In a 3-2 decision, the NLRB has issued a decision properly defining “joint employment” under the National Labor Relations Act, in Browning-Ferris Industries/Leadpoint.
August 27, 2015 by Beeson Tayer & Bodine
Beeson, Tayer & Bodine, which represents the petitioning labor union, Teamsters Local 350, applauds the Board’s return of the Joint Employment standard to its historical roots and to a fealty to the terms and purpose of the National Labor Relations Act. The Board articulated the new standard as: Two or more employers will be found joint employers if (1) both employers are employers within the meaning of the Act; and (2) they share or co-determine those matters governing the essential terms and conditions of employment.
Applying this standard, the Board found that BFI jointly employed the recyclery workers because of BFI’s exercise of indirect and direct control over the recyclery employees as well as its reserved authority over them, if not actually exercised.

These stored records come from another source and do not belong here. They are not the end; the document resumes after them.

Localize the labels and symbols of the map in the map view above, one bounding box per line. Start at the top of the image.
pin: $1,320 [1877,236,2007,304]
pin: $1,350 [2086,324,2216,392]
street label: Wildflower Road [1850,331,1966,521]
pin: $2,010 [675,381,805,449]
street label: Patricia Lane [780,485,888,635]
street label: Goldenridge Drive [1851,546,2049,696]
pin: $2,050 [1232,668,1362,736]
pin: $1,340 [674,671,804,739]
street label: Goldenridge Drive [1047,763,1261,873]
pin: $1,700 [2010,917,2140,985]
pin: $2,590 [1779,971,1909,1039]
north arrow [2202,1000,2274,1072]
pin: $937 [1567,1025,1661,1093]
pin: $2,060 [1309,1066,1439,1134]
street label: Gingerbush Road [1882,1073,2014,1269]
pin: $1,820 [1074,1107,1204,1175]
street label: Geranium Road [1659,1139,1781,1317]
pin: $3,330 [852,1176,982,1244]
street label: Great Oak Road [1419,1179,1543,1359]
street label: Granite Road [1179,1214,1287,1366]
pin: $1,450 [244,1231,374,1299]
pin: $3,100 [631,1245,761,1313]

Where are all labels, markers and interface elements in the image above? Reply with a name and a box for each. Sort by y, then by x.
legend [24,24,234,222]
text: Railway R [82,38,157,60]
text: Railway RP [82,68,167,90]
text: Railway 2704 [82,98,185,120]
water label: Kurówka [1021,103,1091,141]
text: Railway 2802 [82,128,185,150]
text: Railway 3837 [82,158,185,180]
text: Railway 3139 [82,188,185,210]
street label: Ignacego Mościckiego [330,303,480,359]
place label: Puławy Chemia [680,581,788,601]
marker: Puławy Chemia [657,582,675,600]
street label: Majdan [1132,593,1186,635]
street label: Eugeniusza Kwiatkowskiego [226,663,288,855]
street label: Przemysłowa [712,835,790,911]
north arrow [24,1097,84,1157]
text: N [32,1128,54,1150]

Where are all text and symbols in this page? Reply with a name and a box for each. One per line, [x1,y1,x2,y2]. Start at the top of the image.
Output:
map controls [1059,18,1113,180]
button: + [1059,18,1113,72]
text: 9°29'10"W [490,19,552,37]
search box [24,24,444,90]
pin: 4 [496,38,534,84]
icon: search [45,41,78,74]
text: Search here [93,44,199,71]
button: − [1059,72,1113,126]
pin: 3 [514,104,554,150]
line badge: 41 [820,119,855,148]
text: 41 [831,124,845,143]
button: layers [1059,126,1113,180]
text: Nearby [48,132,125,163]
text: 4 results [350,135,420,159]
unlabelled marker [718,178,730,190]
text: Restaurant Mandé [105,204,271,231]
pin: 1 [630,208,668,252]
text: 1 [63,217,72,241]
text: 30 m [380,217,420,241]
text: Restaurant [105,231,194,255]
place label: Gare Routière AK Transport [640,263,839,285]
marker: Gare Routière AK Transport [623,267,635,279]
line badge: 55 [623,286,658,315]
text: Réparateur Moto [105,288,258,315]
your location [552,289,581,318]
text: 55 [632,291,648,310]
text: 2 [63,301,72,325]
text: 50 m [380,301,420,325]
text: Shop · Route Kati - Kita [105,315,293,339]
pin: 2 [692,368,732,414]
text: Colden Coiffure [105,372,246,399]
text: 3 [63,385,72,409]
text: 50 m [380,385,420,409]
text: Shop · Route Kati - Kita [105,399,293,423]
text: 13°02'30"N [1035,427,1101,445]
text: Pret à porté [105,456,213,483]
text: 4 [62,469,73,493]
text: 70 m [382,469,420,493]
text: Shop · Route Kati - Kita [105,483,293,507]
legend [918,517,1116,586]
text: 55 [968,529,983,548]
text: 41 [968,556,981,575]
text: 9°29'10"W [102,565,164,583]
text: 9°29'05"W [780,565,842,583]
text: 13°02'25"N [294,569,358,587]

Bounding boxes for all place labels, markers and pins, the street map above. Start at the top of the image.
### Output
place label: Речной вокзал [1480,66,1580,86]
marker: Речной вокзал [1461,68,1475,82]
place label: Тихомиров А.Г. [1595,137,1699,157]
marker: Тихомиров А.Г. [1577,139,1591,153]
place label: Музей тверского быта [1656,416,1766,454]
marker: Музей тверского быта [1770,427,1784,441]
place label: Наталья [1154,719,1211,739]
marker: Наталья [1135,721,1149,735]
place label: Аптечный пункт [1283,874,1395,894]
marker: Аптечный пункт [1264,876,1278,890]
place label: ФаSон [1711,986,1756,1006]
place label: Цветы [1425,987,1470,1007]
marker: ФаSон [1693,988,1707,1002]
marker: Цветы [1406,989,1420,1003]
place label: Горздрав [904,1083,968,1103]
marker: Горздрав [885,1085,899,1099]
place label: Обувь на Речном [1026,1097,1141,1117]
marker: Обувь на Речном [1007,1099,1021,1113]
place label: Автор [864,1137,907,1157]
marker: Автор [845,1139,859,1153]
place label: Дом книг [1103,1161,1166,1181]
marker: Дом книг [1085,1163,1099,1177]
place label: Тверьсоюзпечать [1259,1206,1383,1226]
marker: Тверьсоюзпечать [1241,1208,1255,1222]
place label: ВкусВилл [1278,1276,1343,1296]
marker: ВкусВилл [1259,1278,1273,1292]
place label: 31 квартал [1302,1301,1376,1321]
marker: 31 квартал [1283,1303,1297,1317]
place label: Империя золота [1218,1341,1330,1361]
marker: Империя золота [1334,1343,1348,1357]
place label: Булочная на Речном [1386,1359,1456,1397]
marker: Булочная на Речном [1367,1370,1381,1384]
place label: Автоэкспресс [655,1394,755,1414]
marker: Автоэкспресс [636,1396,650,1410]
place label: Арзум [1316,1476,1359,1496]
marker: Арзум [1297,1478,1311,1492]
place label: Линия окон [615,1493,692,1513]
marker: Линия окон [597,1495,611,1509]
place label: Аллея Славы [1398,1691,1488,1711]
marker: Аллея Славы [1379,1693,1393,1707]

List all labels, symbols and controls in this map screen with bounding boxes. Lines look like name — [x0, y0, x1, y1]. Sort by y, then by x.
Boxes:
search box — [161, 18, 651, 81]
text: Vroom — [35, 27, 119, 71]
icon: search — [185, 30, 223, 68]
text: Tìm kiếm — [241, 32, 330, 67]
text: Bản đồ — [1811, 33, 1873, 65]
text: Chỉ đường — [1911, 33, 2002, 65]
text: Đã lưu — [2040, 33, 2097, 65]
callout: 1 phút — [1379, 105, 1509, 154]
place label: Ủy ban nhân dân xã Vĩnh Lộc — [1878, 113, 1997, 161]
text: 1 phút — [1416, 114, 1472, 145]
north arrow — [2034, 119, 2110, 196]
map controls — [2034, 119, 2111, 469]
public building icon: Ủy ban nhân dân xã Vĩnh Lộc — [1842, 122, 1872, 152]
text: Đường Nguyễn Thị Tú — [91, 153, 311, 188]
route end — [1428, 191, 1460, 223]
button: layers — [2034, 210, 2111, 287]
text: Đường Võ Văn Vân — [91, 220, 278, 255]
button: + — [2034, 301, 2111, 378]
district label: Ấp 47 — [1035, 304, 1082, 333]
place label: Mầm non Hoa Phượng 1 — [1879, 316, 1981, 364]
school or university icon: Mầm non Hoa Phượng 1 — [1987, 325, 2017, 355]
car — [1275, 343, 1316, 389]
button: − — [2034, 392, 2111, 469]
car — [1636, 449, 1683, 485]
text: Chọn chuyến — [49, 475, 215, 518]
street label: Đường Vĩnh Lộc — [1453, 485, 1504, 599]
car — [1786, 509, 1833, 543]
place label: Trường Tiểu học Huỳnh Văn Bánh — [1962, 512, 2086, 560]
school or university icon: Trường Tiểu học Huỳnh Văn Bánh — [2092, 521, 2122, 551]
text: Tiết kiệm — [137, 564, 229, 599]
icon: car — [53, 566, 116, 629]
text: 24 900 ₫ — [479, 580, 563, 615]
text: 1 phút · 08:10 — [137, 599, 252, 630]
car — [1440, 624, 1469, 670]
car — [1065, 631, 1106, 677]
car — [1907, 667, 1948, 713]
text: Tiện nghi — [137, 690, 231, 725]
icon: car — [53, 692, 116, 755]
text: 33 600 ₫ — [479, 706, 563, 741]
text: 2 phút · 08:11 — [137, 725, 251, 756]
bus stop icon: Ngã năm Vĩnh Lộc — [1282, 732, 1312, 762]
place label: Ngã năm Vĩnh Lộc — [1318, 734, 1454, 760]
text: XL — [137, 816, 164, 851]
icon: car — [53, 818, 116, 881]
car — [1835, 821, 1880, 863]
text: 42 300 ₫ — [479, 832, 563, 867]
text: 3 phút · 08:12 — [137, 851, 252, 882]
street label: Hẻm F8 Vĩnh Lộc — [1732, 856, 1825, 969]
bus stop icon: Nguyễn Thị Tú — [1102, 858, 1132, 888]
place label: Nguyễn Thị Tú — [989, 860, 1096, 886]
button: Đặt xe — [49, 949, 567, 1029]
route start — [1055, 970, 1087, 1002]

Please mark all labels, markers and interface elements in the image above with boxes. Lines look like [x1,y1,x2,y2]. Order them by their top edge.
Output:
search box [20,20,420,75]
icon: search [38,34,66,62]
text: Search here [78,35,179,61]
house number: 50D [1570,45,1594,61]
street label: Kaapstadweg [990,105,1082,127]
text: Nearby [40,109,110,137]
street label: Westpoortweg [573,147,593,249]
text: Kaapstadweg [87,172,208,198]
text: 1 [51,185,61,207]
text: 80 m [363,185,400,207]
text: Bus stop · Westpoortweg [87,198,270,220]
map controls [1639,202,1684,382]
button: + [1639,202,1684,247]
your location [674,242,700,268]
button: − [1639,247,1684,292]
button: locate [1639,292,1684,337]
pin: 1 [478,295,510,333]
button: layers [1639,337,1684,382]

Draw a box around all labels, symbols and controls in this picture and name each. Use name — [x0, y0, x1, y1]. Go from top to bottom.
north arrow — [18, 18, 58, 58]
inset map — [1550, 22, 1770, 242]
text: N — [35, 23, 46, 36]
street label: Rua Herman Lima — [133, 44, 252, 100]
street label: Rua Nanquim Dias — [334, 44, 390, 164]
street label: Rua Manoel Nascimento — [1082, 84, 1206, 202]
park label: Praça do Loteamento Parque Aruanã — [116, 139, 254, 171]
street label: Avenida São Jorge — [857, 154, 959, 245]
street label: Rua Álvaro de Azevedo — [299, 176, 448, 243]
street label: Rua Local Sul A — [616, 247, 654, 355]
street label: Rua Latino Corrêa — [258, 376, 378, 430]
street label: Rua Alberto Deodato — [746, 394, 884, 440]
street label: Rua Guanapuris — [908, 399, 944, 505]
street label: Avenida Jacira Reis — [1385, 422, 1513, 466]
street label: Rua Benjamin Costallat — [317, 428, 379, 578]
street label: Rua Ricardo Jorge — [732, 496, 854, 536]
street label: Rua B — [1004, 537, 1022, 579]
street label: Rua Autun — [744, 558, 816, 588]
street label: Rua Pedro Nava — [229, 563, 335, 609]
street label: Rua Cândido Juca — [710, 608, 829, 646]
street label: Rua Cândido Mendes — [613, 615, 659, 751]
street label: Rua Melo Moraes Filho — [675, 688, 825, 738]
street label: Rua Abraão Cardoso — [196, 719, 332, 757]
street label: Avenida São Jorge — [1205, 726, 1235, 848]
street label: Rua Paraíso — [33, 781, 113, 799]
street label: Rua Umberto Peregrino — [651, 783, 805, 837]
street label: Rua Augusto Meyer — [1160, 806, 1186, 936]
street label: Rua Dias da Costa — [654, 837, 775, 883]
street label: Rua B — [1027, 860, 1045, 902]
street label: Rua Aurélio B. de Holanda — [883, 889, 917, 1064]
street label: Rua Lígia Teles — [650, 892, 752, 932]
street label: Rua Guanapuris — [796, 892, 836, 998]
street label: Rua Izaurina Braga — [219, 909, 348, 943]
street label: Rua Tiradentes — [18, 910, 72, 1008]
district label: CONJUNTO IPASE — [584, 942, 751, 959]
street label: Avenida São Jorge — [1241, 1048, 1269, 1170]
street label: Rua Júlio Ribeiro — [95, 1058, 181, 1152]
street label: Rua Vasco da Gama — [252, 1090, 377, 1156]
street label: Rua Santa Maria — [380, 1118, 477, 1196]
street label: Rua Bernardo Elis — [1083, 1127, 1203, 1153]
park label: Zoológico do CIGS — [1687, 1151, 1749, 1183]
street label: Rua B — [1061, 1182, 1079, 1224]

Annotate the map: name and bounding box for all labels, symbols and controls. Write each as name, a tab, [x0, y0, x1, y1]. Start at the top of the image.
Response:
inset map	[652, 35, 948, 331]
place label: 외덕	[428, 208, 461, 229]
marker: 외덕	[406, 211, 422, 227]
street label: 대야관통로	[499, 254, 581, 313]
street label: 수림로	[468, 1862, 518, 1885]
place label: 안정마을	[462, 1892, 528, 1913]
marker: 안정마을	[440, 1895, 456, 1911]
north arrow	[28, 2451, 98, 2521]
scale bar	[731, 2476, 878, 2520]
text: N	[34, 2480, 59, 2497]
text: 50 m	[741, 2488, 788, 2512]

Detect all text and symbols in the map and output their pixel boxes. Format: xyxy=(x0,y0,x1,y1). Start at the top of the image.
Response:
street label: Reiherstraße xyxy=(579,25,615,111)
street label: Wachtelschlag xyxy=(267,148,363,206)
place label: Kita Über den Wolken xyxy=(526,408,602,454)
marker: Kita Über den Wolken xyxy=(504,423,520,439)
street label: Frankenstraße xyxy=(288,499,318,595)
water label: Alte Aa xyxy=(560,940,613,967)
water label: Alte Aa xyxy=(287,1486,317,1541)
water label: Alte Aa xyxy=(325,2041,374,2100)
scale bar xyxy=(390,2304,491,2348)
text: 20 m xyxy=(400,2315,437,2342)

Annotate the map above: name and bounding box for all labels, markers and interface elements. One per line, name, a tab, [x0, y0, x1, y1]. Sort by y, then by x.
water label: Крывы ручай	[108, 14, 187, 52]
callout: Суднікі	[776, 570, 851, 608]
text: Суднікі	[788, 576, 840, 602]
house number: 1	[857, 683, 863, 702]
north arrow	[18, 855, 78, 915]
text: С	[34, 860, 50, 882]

We are gratified the Board has vindicated these employees’ rights to achieve meaningful collective bargaining directly with the entity that determines the economic realities and conditions of their employment, and are hopeful this decision will improve conditions within today’s fractured, fissured workplace. We also applaud Teamsters Local 350’s commitment and perseverance during the long process required to achieve this important victory.
We will provide a more thorough analysis after we have reviewed the decision in detail.